How vulnerable is your retail business to shoplifting? Even though “crime does not pay,” apparently that truism isn’t enough of a warning to deter the daring person determined to steal from a store.
According to the National Retail Federation (NRF), theft was the leading cause of inventory shrinkage in 2015, costing retailers thousands of dollars.
The 2016 National Retail Security Survey, conducted by NRF and the University of Florida, reported that the average loss from theft was “$377 per incident (39 percent), up nearly $60 from 2014,” and that the average expense to retailers in 2015 was $8,180.17. In 2014, that figure was $2,465 – quite a hefty leap.
NRF’s vice president of loss prevention, Bob Moraca, says that loss prevention is complex and is growing more so every day in spite of advances in technology designed to stop crime.
What can retailers do?
Dr.
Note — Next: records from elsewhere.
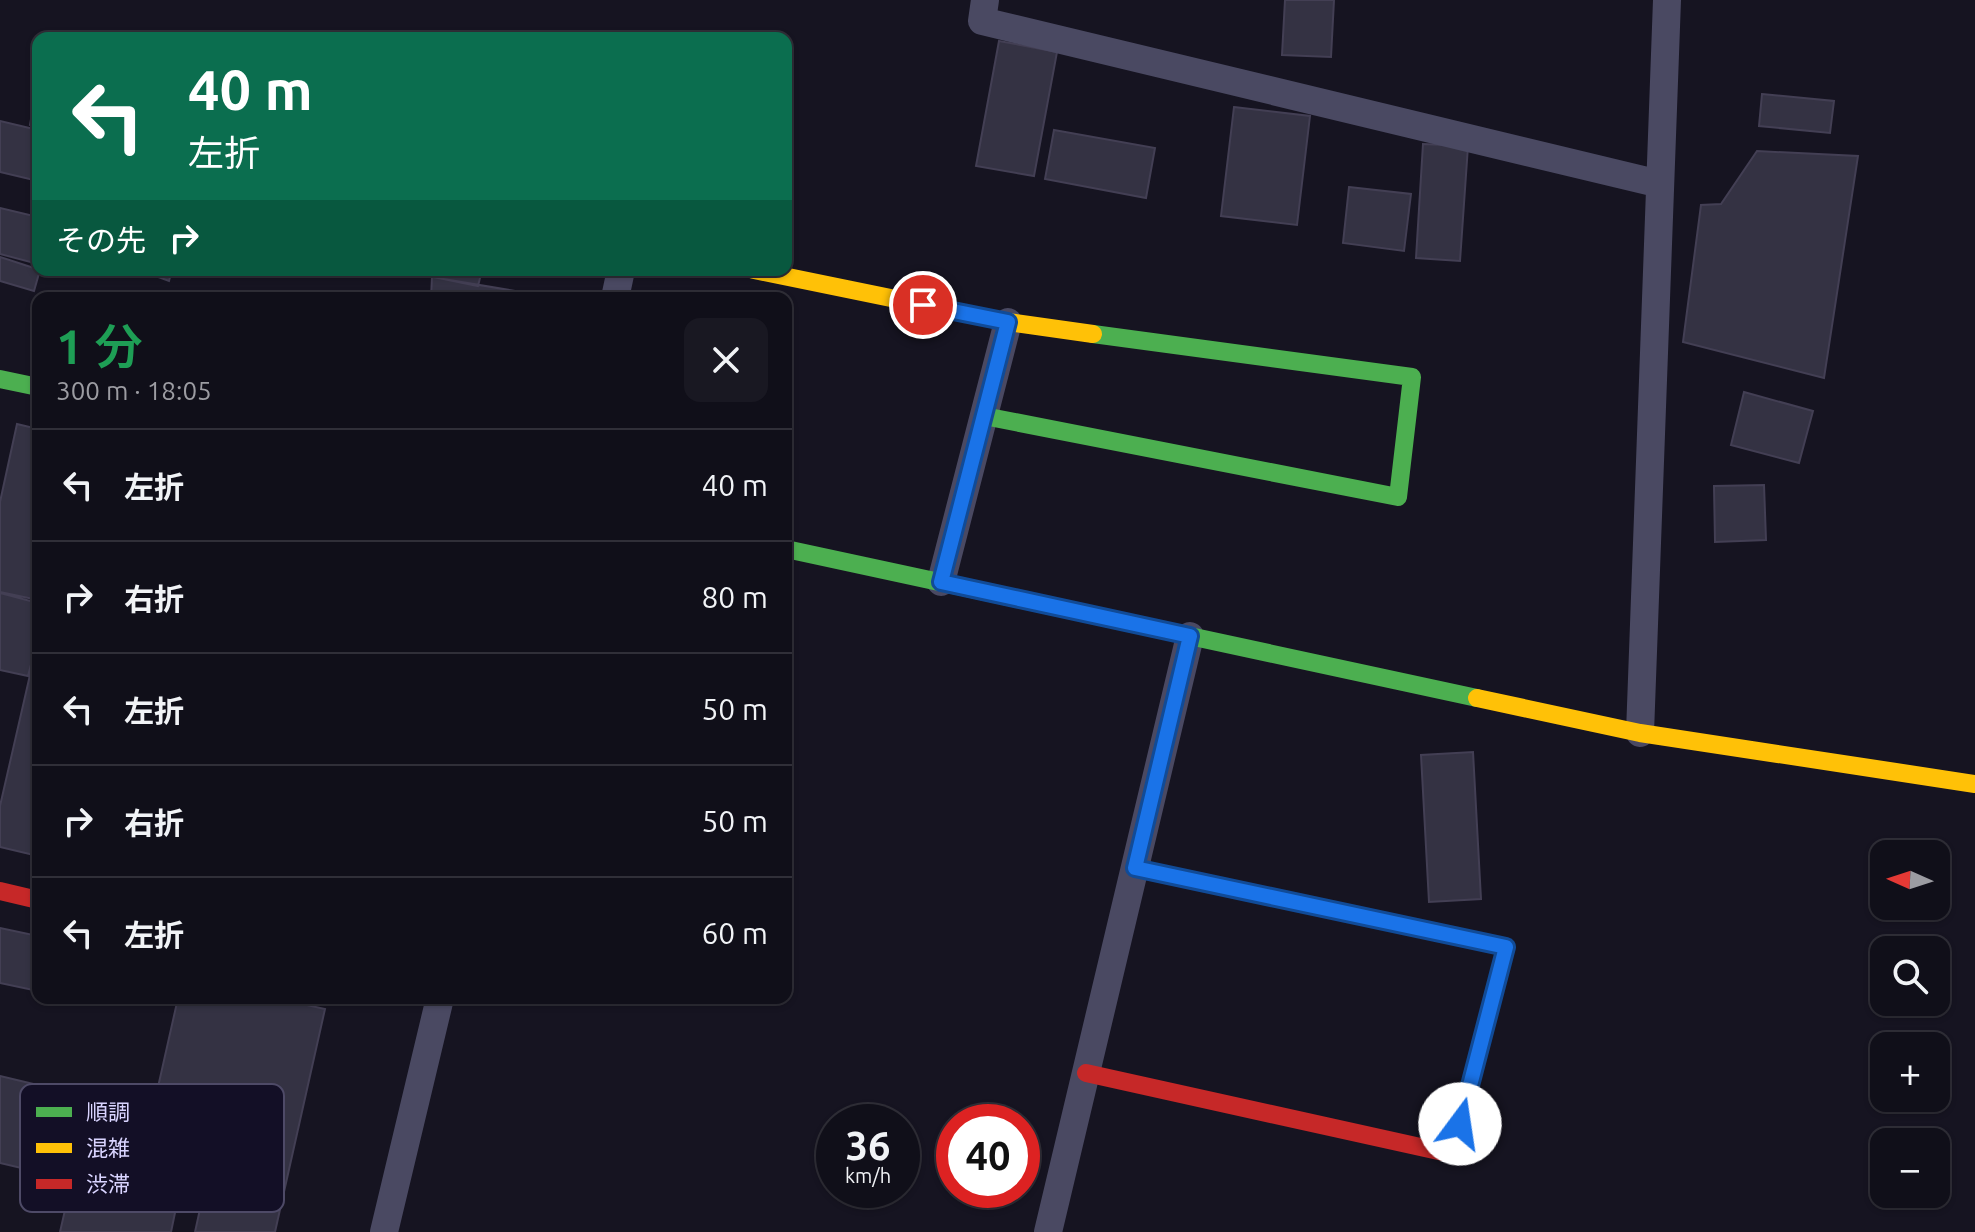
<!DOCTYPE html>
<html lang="ja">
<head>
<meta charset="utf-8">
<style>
	body { margin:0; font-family:Ubuntu,"Noto Sans JP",sans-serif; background:#191822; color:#f1f3f6; height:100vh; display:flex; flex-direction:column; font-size:30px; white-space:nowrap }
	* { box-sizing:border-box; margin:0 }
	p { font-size:26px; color:#9c9ca2 }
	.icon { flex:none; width:44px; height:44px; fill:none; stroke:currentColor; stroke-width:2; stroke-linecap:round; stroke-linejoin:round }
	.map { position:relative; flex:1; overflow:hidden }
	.sheet { position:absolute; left:32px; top:292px; width:760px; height:712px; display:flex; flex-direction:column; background:#100f19; border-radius:16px; box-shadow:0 2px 6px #0004,0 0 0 2px #302f38 }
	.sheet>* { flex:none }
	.banner { position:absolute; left:32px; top:32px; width:760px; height:244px; border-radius:16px; box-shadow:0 2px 6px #0004,0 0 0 2px #302f38; background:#0b6e4f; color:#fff; overflow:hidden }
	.needle { width:52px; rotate:273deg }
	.controls { position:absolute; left:1870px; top:840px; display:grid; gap:16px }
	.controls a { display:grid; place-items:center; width:80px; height:80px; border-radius:16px; background:#100f19; box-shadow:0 2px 6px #0004,0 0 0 2px #302f38; font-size:40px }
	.speed { position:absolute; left:816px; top:1104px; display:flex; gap:16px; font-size:40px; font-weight:700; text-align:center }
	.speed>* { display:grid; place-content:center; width:104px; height:104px; border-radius:50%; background:#100f19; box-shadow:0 2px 6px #0004,0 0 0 2px #302f38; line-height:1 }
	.speed small { font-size:20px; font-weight:400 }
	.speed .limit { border:12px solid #d22; background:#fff; color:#111 }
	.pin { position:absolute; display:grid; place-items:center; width:68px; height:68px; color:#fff; margin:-34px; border:4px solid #fff; border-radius:50%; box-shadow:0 2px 8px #0007 }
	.me { position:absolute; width:88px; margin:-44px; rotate:14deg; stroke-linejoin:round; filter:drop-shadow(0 0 6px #0008) }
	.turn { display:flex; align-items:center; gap:28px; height:168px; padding:0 24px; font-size:36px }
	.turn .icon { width:104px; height:104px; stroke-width:2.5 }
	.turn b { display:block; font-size:56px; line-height:68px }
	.then { display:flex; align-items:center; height:76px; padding:0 24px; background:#0003; gap:16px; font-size:30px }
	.round { display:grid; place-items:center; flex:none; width:84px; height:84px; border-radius:16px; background:#191822 }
	.headline { display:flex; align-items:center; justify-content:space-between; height:136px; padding:0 24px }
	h1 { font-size:48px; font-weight:600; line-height:60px; color:#1e9e55 }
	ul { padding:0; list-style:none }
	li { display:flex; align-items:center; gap:24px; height:112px; padding:0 24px; border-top:2px solid #302f38 }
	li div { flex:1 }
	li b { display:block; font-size:30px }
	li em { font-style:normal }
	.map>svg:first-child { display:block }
	.building { fill:#343243; stroke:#433f54; stroke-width:2 }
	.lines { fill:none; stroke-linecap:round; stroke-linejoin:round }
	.street { stroke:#4a4962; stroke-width:28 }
	.fast { stroke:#4caf50; stroke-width:18 }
	.slow { stroke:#ffc107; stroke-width:18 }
	.jam { stroke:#c62828; stroke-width:18 }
	.route-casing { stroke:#114b97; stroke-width:20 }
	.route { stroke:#1a73e8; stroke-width:14 }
	.key { fill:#130f26; stroke:#4e4a67; stroke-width:2 }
	.key-label { font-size:22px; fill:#d9d4ff }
</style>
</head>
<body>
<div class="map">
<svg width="1975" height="1232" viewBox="0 0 1975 1232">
	<rect width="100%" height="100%" fill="#161421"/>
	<path class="building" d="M 1285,0 L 1334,0 L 1331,57 L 1282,55 Z
		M 999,41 L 1057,52 L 1034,176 L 976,166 Z
		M 36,90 L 38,91 L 38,126 L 30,125 Z
		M 1762,94 L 1834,101 L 1830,133 L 1759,126 Z
		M 1234,107 L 1310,116 L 1297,225 L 1221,216 Z
		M 0,121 L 38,130 L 38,181 L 0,172 Z
		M 1054,130 L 1155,148 L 1146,198 L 1045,179 Z
		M 1423,144 L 1468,146 L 1460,261 L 1416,258 Z
		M 1757,151 L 1858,156 L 1824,378 L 1683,342 L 1701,205 L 1721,204 Z
		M 1349,187 L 1411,194 L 1404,251 L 1343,243 Z
		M 0,208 L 38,217 L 38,264 L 0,254 Z
		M 0,257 L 40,270 L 34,291 L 0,281 Z
		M 139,270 L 172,270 L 169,281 Z
		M 399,270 L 482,270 L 478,286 Z
		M 432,277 L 545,296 L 545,298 L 431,298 Z
		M 1744,392 L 1813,411 L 1799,463 L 1731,445 Z
		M 17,424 L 38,429 L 38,600 L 0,592 L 0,502 Z
		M 1764,485 L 1766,540 L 1715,542 L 1714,486 Z
		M 0,593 L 38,603 L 38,637 L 28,676 L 0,670 Z
		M 38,640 L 38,856 L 0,847 L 0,806 Z
		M 1473,752 L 1481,899 L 1429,902 L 1421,755 Z
		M 0,928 L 38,936 L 38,991 L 0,983 Z
		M 178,998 L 275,998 L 325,1009 L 275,1232 L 195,1232 L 202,1200 L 136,1185 Z
		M 0,1076 L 67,1092 L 47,1174 L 0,1163 Z
		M 71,1184 L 176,1208 L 171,1232 L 60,1232 Z"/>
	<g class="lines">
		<path class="street" d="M 985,0 L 982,21 L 1660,184
			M 615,298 L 621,270
			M 941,582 L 1008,322
			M 1640,733 L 1667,0
			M 384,1232 L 440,998
			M 1048,1232 L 1190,636"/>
		<path class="fast" d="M 0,379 L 38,387
			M 984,416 L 1398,497 L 1412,377 L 1093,334
			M 786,549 L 1477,698
			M 1135,868 L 1506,947 L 1462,1116"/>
		<path class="slow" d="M 754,270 L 1008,322 L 1093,334
			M 1477,698 L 1640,733 L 1975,784"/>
		<path class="jam" d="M 0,891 L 38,900
			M 1086,1073 L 1452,1154 L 1462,1116"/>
	</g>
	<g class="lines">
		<g class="route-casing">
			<path id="route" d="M 923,305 L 1008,322 L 941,582 L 1190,636 L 1135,868 L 1506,947 L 1460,1124"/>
		</g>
		<use href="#route" class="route"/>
	</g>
	<rect x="20" y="1084" width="264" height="128" rx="12" class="key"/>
	<rect x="36" y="1107" width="36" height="10" fill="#4caf50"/>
	<rect x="36" y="1143" width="36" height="10" fill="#ffc107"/>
	<rect x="36" y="1179" width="36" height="10" fill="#c62828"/>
	<g class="key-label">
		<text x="86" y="1120">順調</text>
		<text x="86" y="1156">混雑</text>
		<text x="86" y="1192">渋滞</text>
	</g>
</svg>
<div class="controls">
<a><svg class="needle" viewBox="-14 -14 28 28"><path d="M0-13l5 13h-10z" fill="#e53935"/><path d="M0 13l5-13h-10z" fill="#9c9ca2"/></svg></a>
<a><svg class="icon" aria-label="search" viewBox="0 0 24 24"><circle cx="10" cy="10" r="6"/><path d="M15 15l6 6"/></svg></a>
<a>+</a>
<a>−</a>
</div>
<div class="speed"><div>36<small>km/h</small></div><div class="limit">40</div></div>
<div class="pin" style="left:923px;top:305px;background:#d93025"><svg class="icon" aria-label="arrive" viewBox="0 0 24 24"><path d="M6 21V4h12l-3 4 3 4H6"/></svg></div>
<svg class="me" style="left:1460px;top:1124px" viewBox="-20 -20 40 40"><circle r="19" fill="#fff"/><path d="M0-13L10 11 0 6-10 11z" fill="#1a73e8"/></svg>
<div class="banner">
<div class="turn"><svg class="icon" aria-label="left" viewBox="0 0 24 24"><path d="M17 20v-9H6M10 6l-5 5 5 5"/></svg><div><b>40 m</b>左折</div></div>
<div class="then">その先<svg class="icon" aria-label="right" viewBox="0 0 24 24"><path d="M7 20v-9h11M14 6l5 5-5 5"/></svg></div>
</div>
<section class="sheet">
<div class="headline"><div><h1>1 分</h1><p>300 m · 18:05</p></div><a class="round"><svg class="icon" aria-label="close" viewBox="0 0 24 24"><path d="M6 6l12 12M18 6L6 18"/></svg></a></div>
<ul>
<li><svg class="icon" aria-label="left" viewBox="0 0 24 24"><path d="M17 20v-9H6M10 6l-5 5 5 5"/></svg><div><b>左折</b></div><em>40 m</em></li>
<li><svg class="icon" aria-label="right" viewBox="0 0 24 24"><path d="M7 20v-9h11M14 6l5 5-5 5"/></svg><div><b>右折</b></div><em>80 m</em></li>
<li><svg class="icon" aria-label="left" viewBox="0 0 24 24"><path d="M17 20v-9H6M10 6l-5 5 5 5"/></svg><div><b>左折</b></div><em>50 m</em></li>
<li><svg class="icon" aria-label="right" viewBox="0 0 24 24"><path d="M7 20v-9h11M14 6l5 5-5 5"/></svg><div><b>右折</b></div><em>50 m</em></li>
<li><svg class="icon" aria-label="left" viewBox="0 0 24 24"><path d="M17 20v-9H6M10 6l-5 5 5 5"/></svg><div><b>左折</b></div><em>60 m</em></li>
</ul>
</section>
</div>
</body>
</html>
Richard Hollinger, criminology professor at the University of Florida and leading author of the survey, recommends that “retailers continue building relationships with law enforcement and leverage new technologies that can further provide protection to their assets, customers and employees.”
To catch a thief it makes obvious sense to install surveillance cameras. But, you may not even notice a thief in the act, or even be aware of missing merchandise in the first place, unless you track inventory often and do routine inventory audits.
Inventory control is vital to the health of your retail business. Part of that process is staying on track with inventory numbers. Item discrepancies could be the red flag that alerts you to having inventory shrinkage issues you weren’t aware of, including theft.
Crime does not pay. But an inventory management system does by helping you identify and stop shrinkage issues from hitting your bottom line.